MP3 application and performance evaluation using E. coli genome
Data Acquisition. We used E. coli K12 as the target genome and another 216 selected prokaryotic genomes from the Proteo-bacteria phylum as references to test MP3 methods and the applications. The genome data were downloaded from the NCBI database (released as of November 2011). The 216 reference genomes were obtained from 216 different genera (a general principal for orthologous data for MP3) to avoid potential selection bias in comparative genomics studies [33]. The operons of these genomes were retrieved from the DOOR2.0 operon database [27, 35], and the documented motifs in E. coli were obtained from RegulonDB [28]. We linked the documented TFBSs in E. coli to their target operons and then to corresponding promoters in the identified 2,252 RPSs. Figure 2d showed that 583 of the 2,379 operons have experimentally confirmed TFBSs (solid bars in black) in their regulatory regions. Twenty of these 583 operons and their corresponding TFBSs were removed since they did not have enough orthology. The remaining 563 promoter sequences, containing 2,048 binding sites, were used to evaluate the performance of MP3. Besides, we downloaded Sigma 70 binding promoters of E. coli from the RegulonDB and conducted analysis to see the correlation between orthology and Sigma 70 binding in E. coli.

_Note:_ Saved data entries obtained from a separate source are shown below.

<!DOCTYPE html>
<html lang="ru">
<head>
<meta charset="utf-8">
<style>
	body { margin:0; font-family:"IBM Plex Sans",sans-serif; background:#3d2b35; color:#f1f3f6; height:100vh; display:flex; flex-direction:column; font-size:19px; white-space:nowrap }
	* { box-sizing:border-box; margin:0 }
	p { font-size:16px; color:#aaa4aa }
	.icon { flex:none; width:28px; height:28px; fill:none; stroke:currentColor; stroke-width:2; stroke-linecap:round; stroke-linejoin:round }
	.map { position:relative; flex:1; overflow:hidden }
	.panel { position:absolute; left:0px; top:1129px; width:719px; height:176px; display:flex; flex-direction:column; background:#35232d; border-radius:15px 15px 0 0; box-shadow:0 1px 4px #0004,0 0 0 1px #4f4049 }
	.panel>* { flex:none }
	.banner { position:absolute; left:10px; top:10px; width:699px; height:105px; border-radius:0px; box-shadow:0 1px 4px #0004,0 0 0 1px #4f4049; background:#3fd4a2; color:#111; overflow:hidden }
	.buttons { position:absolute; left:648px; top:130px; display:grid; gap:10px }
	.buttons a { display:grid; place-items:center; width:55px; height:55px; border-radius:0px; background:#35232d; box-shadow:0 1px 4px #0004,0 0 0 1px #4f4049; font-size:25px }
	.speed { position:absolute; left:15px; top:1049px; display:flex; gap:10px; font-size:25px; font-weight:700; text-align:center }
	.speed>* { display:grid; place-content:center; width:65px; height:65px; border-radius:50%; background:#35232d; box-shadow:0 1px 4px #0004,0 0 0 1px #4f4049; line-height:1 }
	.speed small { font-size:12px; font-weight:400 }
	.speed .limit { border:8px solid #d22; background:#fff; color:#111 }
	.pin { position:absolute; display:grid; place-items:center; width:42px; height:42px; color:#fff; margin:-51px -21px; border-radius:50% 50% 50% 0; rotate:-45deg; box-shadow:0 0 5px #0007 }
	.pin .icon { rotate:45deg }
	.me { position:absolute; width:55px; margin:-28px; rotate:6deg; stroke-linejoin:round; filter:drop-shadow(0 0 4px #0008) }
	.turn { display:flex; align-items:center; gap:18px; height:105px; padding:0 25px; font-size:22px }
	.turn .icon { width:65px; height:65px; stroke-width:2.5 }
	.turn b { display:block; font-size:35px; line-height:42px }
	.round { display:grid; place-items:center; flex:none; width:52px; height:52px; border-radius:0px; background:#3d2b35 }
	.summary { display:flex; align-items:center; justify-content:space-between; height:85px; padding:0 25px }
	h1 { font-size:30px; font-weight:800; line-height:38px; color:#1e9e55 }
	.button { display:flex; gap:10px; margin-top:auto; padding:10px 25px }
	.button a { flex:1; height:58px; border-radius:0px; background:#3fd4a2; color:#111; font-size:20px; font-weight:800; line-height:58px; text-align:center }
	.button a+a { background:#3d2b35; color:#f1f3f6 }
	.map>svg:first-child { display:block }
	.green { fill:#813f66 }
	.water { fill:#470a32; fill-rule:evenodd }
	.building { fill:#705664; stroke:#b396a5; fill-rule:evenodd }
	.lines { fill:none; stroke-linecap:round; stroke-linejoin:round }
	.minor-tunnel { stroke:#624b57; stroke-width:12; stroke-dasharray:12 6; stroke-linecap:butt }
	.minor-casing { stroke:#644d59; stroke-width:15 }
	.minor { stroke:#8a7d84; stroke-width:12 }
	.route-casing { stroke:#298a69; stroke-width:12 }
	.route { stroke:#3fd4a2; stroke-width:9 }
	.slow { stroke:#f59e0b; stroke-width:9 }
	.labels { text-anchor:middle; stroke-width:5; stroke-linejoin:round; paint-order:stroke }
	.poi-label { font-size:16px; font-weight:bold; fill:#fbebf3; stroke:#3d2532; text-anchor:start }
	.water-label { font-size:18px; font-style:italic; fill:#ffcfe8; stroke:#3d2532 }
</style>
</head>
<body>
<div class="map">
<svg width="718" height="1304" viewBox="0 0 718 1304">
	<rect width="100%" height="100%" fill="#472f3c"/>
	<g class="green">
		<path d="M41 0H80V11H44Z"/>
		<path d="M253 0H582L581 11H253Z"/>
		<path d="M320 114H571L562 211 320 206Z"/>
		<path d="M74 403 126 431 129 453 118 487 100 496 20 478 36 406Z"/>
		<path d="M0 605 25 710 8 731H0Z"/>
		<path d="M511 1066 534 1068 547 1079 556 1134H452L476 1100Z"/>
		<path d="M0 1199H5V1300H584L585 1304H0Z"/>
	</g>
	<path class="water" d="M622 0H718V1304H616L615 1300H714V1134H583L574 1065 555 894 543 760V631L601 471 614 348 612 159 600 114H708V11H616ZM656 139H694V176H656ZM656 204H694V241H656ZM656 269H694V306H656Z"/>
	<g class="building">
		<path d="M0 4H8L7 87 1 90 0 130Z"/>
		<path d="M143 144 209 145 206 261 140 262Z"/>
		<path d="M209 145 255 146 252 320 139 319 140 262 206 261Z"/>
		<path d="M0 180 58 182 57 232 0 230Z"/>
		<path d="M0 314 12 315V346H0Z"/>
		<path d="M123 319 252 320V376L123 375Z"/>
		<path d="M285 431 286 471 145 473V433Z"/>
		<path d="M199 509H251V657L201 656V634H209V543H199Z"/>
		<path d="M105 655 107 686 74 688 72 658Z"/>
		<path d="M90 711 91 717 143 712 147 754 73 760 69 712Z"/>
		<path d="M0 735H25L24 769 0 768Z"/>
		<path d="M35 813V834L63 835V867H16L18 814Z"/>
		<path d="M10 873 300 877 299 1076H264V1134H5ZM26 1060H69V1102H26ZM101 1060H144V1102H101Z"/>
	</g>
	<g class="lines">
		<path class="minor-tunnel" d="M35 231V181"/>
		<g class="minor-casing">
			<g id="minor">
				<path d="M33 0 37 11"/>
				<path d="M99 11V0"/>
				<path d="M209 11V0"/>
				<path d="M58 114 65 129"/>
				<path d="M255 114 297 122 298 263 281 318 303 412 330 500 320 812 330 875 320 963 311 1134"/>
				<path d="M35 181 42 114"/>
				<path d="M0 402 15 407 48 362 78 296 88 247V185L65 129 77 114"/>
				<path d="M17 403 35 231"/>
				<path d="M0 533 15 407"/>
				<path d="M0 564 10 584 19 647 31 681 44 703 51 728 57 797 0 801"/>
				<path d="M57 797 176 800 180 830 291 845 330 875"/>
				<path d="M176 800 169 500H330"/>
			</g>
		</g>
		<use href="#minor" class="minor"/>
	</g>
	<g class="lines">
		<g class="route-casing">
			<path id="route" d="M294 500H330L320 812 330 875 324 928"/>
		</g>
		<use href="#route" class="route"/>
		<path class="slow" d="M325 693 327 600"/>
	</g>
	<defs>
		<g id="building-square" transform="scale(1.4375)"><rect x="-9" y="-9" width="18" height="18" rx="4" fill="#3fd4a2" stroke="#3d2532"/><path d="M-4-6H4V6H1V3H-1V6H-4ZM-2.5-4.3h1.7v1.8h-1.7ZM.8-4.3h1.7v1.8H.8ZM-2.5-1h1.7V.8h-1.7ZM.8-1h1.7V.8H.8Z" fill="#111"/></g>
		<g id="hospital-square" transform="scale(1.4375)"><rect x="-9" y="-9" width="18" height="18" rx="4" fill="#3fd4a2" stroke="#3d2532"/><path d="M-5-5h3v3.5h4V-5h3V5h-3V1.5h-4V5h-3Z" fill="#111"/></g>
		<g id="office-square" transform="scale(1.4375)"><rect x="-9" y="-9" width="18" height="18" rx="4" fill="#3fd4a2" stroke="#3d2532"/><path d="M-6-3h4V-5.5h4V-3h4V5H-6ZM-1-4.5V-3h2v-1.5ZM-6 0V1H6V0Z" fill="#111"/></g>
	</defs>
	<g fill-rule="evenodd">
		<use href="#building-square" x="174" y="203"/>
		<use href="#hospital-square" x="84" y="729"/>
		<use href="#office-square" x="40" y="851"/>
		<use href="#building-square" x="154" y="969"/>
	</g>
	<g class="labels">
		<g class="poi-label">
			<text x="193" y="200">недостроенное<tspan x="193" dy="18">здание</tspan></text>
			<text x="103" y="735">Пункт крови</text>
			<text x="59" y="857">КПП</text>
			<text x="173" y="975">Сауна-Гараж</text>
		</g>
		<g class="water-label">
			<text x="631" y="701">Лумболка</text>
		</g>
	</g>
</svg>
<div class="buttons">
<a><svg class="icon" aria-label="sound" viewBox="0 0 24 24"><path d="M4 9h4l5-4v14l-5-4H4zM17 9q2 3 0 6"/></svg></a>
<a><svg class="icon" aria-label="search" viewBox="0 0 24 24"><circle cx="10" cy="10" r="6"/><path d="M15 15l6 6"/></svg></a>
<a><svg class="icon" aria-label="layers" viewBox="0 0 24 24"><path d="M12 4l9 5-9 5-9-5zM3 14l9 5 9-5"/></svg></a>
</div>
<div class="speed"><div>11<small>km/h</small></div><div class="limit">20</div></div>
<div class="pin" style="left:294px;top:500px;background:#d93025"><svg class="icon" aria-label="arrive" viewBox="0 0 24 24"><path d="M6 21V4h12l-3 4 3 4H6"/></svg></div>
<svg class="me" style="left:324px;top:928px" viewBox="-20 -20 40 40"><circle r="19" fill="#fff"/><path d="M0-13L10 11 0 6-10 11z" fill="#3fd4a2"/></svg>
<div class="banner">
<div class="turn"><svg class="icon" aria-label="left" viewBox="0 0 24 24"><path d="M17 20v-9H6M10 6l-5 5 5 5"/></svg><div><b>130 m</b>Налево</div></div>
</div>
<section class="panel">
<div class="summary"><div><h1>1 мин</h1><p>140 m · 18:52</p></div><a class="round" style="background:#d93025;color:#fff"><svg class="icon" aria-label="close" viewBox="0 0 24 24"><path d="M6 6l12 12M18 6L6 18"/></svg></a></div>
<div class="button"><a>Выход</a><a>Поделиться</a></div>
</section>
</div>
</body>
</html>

Performance evaluation. To conduct performance comparison, we applied six de novo motif finding tools previously mentioned, i.e., Biprospector, CONSENSUS, MDscan, MEME, CUBIC, BOBRO and a phylogenetic footprinting pipeline MicroFootprinter [4–13, 21, 25, 30, 36] on the same genome and compared with MP3. We followed Tompa’s method [14] and assessed the predictions both at nucleotide level and at the binding site level. Specifically, we calculated the sensitivity (nSN), positive prediction value (nPPV), specificity (nSP), performance coefficient (nPC) and correlation coefficient (nCC) at nucleotide level, and calculated the sensitivity (sSN), positive prediction value (sPPV), and average site performance (sASP) at site level. In addition, we added the widely used F-score (sFS) at site level for better evaluation. The calculation details for these measures can be seen in Additional file 1: Method S3. We followed Tompa’s criterion to indicate that a predicted site overlaps a known TFBS if they overlapped by at least 1/4 the length of known site [14].
Functional enrichment analysis according to the KEGG database
For a set of operons in E. coli, we did functional enrichment analysis of the corresponding genes with DAVID [37]. Specifically, given a set of operons, their genes were picked from the DOOR2 database [27] and submitted to DAVID as the input gene list with this genome as background genome. The p-values were calculated in terms of a Bonferroni-corrected modified Fisher's exact test under the null hypothesis that this set of genes was not enriched with certain biological functions.